Both studies recorded common indications for extractions, including instances of traumatic injury to the baby's tongue or maternal breast leading to feeding difficulties, as well as cases involving mobility with a perceived risk of aspiration.6

However, there is no literature documenting infants aspirating or choking on a natal or neonatal tooth. Cases of spontaneous tooth exfoliation have been documented, so aspiration remains a theoretical but serious potential risk.18 In this study, there was a single case where the patient's mother reported a spontaneous exfoliation of a neonatal tooth before the patient was assessed.

In routine dental extractions, local anaesthetic infiltrations around the tooth are required before the procedure. However, in newborn babies, attempting routine local anaesthetic injections is not advisable for the safety of the child and operator. In addition, natal and neonatal teeth are generally mobile, with no root in alveolar bone so local anaesthetic does not provide additional clinical benefit.

The use of topical local anaesthetic can be controversial. Methaemoglobinaemia, defined as an increase in oxidized haemoglobin resulting in a reduction of oxygen-carrying capacity, is a rare but serious known complication of topical anaesthetic use.19

It has been suggested that neonates, often having underdeveloped hepatic and renal function, are at increased risk of methaemoglobinaemia.20 Therefore, despite the overall low prevalence of methemoglobinemia, given its potential severity, the risks and benefits of the use of topical anaesthetics should be carefully considered.19

Dental forceps that are used in routine extractions are bulky in a newborn's mouth, and often eschewed in favour of extraction with fingers only. A thin layer of gauze held in the fingers can be used to protect the airway during extraction, as well as provide some grip on the tooth with the fingers.
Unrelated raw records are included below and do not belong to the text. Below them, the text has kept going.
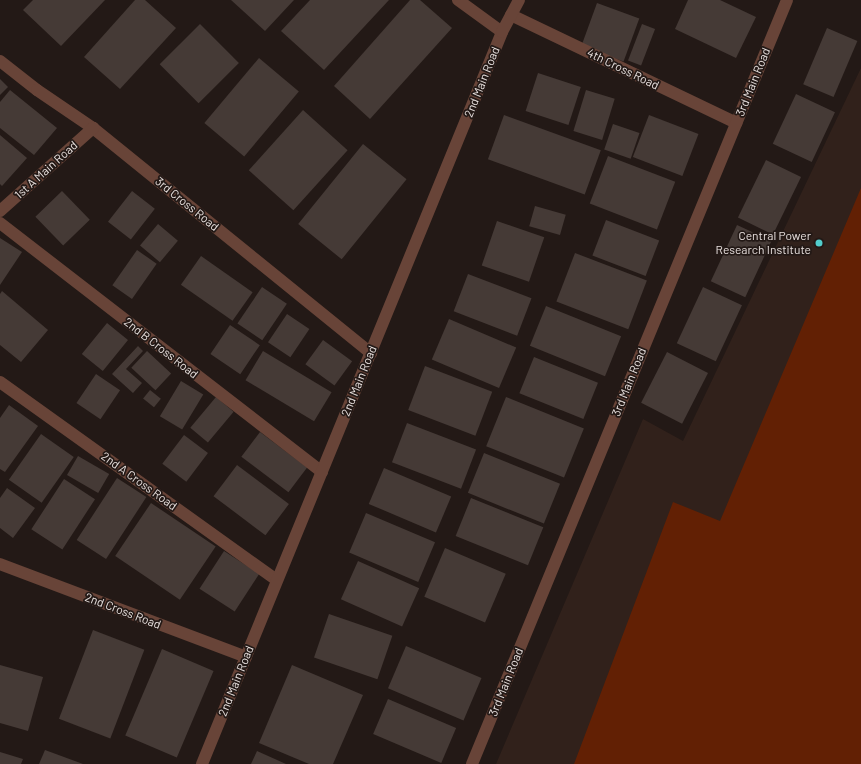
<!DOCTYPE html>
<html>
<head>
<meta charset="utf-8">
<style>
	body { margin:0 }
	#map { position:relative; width:861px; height:764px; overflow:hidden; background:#231916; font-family:Barlow,sans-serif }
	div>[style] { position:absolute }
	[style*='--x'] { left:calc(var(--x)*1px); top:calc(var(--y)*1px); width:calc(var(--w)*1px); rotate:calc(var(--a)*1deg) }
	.built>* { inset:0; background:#31211b }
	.green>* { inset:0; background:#622004 }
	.building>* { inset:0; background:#453a36; transform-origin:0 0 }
	.street>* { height:12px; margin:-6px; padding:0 6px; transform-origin:6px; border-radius:6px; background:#684438 }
	.dots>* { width:11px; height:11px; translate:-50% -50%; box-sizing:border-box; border:2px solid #231916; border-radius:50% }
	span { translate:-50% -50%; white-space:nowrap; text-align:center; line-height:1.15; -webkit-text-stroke:3.5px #231916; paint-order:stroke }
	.street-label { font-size:12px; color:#e8e0de }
	.poi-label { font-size:12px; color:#e8e0de }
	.right { translate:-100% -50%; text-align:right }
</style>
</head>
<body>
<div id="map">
	<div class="built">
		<div style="clip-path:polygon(861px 68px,861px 764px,496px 764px,643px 419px,683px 441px)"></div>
	</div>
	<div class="green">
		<div style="clip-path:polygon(861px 188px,861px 764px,574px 764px,673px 502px,720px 521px)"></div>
	</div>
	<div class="building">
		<div style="clip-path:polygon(33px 0,105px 0,61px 46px,23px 10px)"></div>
		<div style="clip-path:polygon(135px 0,145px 0,176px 28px,120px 89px,84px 57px)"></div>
		<div style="clip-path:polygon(231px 0,294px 0,265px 31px)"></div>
		<div style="clip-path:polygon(310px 0,389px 0,324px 70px,281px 31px)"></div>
		<div style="clip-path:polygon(410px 0,420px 0,452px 28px,370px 119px,334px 86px)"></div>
		<div style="clip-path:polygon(688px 0,720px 0,756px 17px,736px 58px,675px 29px)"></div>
		<div style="left:597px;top:3px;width:45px;height:46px;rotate:20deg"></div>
		<div style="left:200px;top:24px;width:55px;height:57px;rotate:45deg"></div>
		<div style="left:642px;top:24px;width:14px;height:39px;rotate:21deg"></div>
		<div style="left:827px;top:28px;width:33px;height:61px;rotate:23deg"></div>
		<div style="left:259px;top:58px;width:52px;height:85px;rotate:40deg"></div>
		<div style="left:538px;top:73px;width:45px;height:40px;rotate:18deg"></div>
		<div style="clip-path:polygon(0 79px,8px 87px,0 95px)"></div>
		<div style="clip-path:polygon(10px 90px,57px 128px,34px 155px,0 128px,0 102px)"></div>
		<div style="left:586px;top:90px;width:30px;height:43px;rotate:17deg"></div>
		<div style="left:796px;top:94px;width:43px;height:55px;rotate:25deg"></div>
		<div style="left:303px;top:110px;width:60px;height:81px;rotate:42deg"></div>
		<div style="left:504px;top:115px;width:103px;height:47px;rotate:20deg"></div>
		<div style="left:649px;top:115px;width:53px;height:45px;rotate:21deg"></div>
		<div style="left:613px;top:124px;width:28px;height:27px;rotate:19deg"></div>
		<div style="clip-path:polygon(0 135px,27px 158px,2px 186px,0 184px)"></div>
		<div style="left:363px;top:144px;width:56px;height:103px;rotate:39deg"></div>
		<div style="left:608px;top:156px;width:72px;height:51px;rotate:21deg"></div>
		<div style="left:766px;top:160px;width:39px;height:64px;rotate:26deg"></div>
		<div style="left:62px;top:191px;width:40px;height:37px;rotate:46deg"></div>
		<div style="left:132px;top:191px;width:29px;height:39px;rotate:38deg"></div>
		<div style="left:535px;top:206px;width:32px;height:21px;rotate:16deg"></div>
		<div style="left:606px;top:220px;width:57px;height:38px;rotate:21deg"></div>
		<div style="left:497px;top:221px;width:50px;height:47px;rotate:19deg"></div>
		<div style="left:158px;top:224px;width:26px;height:28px;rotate:40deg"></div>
		<div style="left:737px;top:225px;width:38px;height:62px;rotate:25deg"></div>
		<div style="clip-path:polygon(0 238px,22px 252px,0 285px)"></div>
		<div style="left:137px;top:250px;width:24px;height:43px;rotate:35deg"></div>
		<div style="left:575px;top:253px;width:77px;height:52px;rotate:21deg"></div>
		<div style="left:201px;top:256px;width:63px;height:35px;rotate:35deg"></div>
		<div style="left:468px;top:274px;width:68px;height:40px;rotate:21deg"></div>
		<div style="left:262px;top:287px;width:30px;height:44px;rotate:34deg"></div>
		<div style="left:703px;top:287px;width:43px;height:62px;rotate:25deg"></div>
		<div style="clip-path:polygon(2px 291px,48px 330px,21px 362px,0 345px,0 294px)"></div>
		<div style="left:546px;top:306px;width:81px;height:43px;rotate:22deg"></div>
		<div style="left:287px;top:314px;width:27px;height:34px;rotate:34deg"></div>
		<div style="left:449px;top:319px;width:73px;height:44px;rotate:23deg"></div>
		<div style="left:107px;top:323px;width:27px;height:40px;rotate:39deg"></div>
		<div style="left:230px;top:325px;width:36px;height:35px;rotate:34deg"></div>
		<div style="left:323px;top:340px;width:36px;height:30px;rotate:36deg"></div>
		<div style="clip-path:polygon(138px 346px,143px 351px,126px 369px,142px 383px,133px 393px,112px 374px)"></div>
		<div style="left:147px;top:351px;width:33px;height:23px;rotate:43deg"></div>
		<div style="left:263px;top:351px;width:80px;height:34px;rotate:31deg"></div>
		<div style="left:667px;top:352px;width:46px;height:57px;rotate:27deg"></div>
		<div style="left:534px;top:357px;width:69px;height:39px;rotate:22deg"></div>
		<div style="left:425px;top:366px;width:72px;height:47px;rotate:21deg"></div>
		<div style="left:96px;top:374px;width:29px;height:35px;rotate:34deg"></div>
		<div style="left:181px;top:381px;width:26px;height:41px;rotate:31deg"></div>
		<div style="left:150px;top:390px;width:14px;height:11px;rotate:39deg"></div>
		<div style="left:216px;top:397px;width:23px;height:40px;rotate:40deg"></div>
		<div style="left:506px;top:397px;width:84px;height:53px;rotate:22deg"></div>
		<div style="clip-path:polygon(9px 405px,38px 426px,5px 472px,0 469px,0 418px)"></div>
		<div style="left:407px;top:423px;width:74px;height:42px;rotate:21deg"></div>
		<div style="left:260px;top:432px;width:59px;height:31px;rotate:37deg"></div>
		<div style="left:41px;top:434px;width:40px;height:56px;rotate:35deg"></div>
		<div style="left:184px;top:435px;width:30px;height:36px;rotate:37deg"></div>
		<div style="left:484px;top:453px;width:82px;height:43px;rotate:22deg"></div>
		<div style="left:78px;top:456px;width:36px;height:22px;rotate:30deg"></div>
		<div style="left:237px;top:465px;width:65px;height:39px;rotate:37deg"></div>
		<div style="left:384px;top:468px;width:73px;height:39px;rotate:23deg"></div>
		<div style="left:117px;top:478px;width:35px;height:74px;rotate:33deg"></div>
		<div style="left:64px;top:479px;width:37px;height:60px;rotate:33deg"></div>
		<div style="clip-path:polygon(7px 488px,35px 508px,13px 538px,0 528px,0 498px)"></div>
		<div style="left:471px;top:498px;width:78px;height:41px;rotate:22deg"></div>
		<div style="left:151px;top:503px;width:78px;height:64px;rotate:34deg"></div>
		<div style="left:366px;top:513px;width:75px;height:43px;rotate:23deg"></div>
		<div style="left:445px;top:548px;width:66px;height:53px;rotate:23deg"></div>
		<div style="left:224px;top:551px;width:42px;height:45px;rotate:33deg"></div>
		<div style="left:358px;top:561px;width:67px;height:42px;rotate:24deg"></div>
		<div style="left:329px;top:614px;width:67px;height:46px;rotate:19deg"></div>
		<div style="left:93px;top:630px;width:55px;height:95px;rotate:21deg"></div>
		<div style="left:406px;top:646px;width:82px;height:46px;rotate:23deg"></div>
		<div style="left:162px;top:649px;width:56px;height:94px;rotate:23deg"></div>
		<div style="clip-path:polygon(0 665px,43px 677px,28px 731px,0 723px)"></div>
		<div style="clip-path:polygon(292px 665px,363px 695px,333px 764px,309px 764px,259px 743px)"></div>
		<div style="left:388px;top:699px;width:74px;height:38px;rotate:23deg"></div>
		<div style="clip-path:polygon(45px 750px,83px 764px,39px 764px)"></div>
		<div style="clip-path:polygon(257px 751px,286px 764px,251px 764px)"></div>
		<div style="clip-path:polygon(0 752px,23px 759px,21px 764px,0 764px)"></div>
	</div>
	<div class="street">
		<div style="--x:458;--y:0;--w:54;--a:36"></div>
		<div style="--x:511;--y:15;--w:250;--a:25.6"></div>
		<div style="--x:0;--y:61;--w:47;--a:38.1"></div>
		<div style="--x:37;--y:90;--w:68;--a:34.2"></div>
		<div style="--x:93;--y:128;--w:358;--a:39"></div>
		<div style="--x:0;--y:211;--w:125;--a:-41.7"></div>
		<div style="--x:0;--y:223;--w:407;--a:37.7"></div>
		<div style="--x:0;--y:382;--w:340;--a:35.6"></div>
		<div style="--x:0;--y:564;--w:263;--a:20.7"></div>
		<div style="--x:202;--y:764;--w:791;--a:-67.71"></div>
		<div style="--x:502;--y:32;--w:36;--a:-62"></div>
		<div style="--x:472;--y:764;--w:826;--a:-67.59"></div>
	</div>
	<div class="dots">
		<div style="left:819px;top:243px;background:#52cdcc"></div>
	</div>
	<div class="street-label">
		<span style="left:623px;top:69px;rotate:26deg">4th Cross Road</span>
		<span style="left:482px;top:82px;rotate:-68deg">2nd Main Road</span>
		<span style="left:753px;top:82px;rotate:-68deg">3rd Main Road</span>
		<span style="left:46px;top:170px;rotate:-42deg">1st A Main Road</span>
		<span style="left:187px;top:204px;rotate:39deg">3rd Cross Road</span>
		<span style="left:161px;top:348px;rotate:38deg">2nd B Cross Road</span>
		<span style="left:359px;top:381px;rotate:-68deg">2nd Main Road</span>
		<span style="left:629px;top:382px;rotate:-68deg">3rd Main Road</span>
		<span style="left:139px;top:481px;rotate:36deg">2nd A Cross Road</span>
		<span style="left:123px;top:611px;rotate:21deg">2nd Cross Road</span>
		<span style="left:236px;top:681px;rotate:-68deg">2nd Main Road</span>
		<span style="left:506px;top:682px;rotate:-68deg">3rd Main Road</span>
	</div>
	<div class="poi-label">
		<span class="right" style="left:811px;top:243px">Central Power<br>Research Institute</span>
	</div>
</div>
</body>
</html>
If dental forceps are selected as the extraction instrument, using gauze can be beneficial. The gauze not only helps protect the airway but also improves the grip of the forceps, facilitating a safer and more controlled extraction process.
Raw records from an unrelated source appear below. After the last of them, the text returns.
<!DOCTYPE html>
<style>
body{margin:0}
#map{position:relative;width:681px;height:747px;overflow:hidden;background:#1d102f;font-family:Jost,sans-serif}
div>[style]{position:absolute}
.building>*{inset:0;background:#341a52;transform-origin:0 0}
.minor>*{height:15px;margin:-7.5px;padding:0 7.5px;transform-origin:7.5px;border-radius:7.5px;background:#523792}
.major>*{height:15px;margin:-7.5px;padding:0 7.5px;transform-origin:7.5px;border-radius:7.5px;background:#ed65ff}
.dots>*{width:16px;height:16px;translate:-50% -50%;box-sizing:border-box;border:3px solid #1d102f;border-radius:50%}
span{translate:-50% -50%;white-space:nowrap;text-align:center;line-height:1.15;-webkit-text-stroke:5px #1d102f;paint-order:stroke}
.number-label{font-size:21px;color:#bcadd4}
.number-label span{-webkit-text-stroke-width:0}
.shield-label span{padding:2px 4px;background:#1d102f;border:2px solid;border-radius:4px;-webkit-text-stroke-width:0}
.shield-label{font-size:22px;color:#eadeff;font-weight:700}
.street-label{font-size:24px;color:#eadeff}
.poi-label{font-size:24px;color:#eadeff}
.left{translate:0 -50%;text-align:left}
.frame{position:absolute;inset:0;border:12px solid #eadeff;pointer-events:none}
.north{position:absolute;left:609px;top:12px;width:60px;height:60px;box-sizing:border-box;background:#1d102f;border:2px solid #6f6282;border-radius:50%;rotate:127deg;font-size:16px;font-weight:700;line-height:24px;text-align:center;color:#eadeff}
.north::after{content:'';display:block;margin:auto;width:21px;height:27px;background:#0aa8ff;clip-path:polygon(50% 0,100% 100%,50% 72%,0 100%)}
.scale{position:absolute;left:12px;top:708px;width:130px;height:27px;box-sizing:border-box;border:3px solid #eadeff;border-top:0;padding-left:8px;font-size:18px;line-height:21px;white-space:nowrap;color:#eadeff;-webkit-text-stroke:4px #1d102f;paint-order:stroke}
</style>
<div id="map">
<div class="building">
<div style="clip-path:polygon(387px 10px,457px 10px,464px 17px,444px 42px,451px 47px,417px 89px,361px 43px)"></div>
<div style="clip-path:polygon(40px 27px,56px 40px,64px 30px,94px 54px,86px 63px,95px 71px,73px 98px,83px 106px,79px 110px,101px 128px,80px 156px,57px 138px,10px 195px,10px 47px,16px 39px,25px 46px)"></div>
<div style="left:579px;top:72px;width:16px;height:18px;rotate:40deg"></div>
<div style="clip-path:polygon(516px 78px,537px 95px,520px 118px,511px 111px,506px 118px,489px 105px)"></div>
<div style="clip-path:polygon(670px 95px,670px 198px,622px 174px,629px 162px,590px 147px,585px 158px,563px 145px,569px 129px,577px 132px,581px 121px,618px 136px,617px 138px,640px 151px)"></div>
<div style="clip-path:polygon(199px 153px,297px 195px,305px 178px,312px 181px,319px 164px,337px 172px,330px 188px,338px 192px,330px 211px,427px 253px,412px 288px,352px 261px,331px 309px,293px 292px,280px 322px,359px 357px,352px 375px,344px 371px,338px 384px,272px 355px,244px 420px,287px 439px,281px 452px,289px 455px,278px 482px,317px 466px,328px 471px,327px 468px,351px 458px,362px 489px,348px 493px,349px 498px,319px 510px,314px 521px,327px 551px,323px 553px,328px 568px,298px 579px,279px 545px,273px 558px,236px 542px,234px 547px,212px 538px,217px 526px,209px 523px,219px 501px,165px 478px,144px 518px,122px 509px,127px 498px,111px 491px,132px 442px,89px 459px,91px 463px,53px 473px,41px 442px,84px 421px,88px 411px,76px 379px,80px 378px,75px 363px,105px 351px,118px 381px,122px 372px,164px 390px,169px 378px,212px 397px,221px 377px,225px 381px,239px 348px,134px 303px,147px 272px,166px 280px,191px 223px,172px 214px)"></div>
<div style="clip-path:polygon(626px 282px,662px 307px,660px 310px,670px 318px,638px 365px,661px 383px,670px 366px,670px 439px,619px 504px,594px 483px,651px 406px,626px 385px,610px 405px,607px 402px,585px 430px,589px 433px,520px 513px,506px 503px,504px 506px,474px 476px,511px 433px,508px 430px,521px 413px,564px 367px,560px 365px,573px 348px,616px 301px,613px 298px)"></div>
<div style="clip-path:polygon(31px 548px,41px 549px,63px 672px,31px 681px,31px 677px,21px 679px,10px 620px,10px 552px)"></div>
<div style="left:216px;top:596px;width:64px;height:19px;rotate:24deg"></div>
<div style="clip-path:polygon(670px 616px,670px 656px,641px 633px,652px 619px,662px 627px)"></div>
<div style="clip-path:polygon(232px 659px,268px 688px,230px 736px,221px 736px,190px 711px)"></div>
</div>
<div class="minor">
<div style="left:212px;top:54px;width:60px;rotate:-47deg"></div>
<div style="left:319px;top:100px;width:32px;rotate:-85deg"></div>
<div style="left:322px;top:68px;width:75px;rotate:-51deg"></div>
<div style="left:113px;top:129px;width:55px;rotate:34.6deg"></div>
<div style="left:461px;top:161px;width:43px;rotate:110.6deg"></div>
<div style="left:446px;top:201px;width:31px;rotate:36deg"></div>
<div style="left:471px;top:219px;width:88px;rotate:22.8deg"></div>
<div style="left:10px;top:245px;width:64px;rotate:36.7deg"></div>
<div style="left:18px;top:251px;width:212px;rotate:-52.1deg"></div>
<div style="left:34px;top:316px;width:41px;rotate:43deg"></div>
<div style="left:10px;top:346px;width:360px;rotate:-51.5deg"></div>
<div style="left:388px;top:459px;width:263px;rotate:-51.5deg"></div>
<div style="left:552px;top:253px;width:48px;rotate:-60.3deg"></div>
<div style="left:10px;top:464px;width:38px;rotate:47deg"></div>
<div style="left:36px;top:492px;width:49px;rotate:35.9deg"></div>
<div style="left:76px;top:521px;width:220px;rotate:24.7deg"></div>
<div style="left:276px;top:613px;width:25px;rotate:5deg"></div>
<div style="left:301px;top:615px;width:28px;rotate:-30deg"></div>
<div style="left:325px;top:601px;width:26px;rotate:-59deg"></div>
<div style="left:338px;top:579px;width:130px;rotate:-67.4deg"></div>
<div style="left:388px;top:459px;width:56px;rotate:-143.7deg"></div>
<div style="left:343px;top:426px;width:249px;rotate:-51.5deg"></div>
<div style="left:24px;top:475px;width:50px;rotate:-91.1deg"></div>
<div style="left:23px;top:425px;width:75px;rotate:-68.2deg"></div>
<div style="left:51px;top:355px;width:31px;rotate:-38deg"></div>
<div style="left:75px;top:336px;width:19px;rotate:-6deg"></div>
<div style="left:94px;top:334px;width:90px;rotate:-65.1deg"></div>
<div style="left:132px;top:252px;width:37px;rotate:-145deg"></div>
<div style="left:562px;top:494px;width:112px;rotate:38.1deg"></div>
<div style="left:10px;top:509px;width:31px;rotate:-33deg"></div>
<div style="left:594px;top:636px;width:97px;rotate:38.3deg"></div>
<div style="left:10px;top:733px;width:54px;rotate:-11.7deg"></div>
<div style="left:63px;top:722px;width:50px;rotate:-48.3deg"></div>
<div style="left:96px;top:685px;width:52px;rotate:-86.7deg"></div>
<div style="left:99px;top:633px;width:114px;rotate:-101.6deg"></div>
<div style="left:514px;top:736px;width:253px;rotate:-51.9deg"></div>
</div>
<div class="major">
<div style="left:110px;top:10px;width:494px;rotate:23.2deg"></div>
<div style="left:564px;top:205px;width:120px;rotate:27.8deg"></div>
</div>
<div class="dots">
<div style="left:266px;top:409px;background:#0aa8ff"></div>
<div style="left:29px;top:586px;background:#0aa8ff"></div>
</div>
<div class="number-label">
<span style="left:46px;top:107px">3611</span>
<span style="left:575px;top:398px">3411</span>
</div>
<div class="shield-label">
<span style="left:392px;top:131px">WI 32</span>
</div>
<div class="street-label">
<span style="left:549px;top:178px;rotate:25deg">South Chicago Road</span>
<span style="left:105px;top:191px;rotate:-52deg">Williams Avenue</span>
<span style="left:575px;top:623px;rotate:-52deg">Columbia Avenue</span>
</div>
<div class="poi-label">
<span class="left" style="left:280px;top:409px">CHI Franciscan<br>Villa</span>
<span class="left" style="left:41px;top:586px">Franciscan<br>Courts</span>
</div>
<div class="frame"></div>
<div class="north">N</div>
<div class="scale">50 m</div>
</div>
Previous literature has suggested that any extractions should be delayed until the baby is 10 days old to avoid the risk of bleeding in a newborn.21 This was suggested because of the time needed for the newborn to start producing vitamin K.

However, vitamin K injections are usually given to newborns in the UK soon after birth. Therefore, confirming that the child has received this injection before performing any extractions is advisable. In this case series, two babies had extractions before 10 days of age, with no reported bleeding issues postoperatively.

In cases of nipple or tongue trauma from the sharp incisal edge of the tooth, an alternative to extraction is to smooth this sharp edge. This was not offered to any patients in this series, owing to the risk of iatrogenic damage to the baby by using a large dental handpiece in their mouth. One mother elected to use nipple guards to prevent nipple trauma during breastfeeding as an alternative to tooth extraction.

All the babies in this case series were offered follow-up, either by booking a routine 3- or 6-month outpatient appointment or being placed on open access, which allows the parents to contact the dental service if they feel follow-up is needed.

In the long term, these children will need routine dental care with their dentist, and it is expected that the natal or neonatal teeth are normal teeth in the primary dentition.2

Patients were warned about the possibility of a tooth root continuing to grow in the area of the extracted natal or neonatal tooth, as root stem cells may be left behind in the gingivae after extraction.22

A management flowchart for natal and neonatal teeth is shown in Figure 7. The flowchart should be used separately for each tooth.

Figure 7. Management flow chart for babies with natal and neonatal teeth.

Key points

  • Natal and neonatal teeth are rare, but can cause distress for new parents;
  • Natal and neonatal teeth are thought to be the premature eruption of the normal deciduous teeth, most commonly the lower central incisors;
  • Natal and neonatal teeth can be monitored or extracted if they are felt to be excessively mobile or causing trauma to the infant's tongue or mother's nipple on breastfeeding.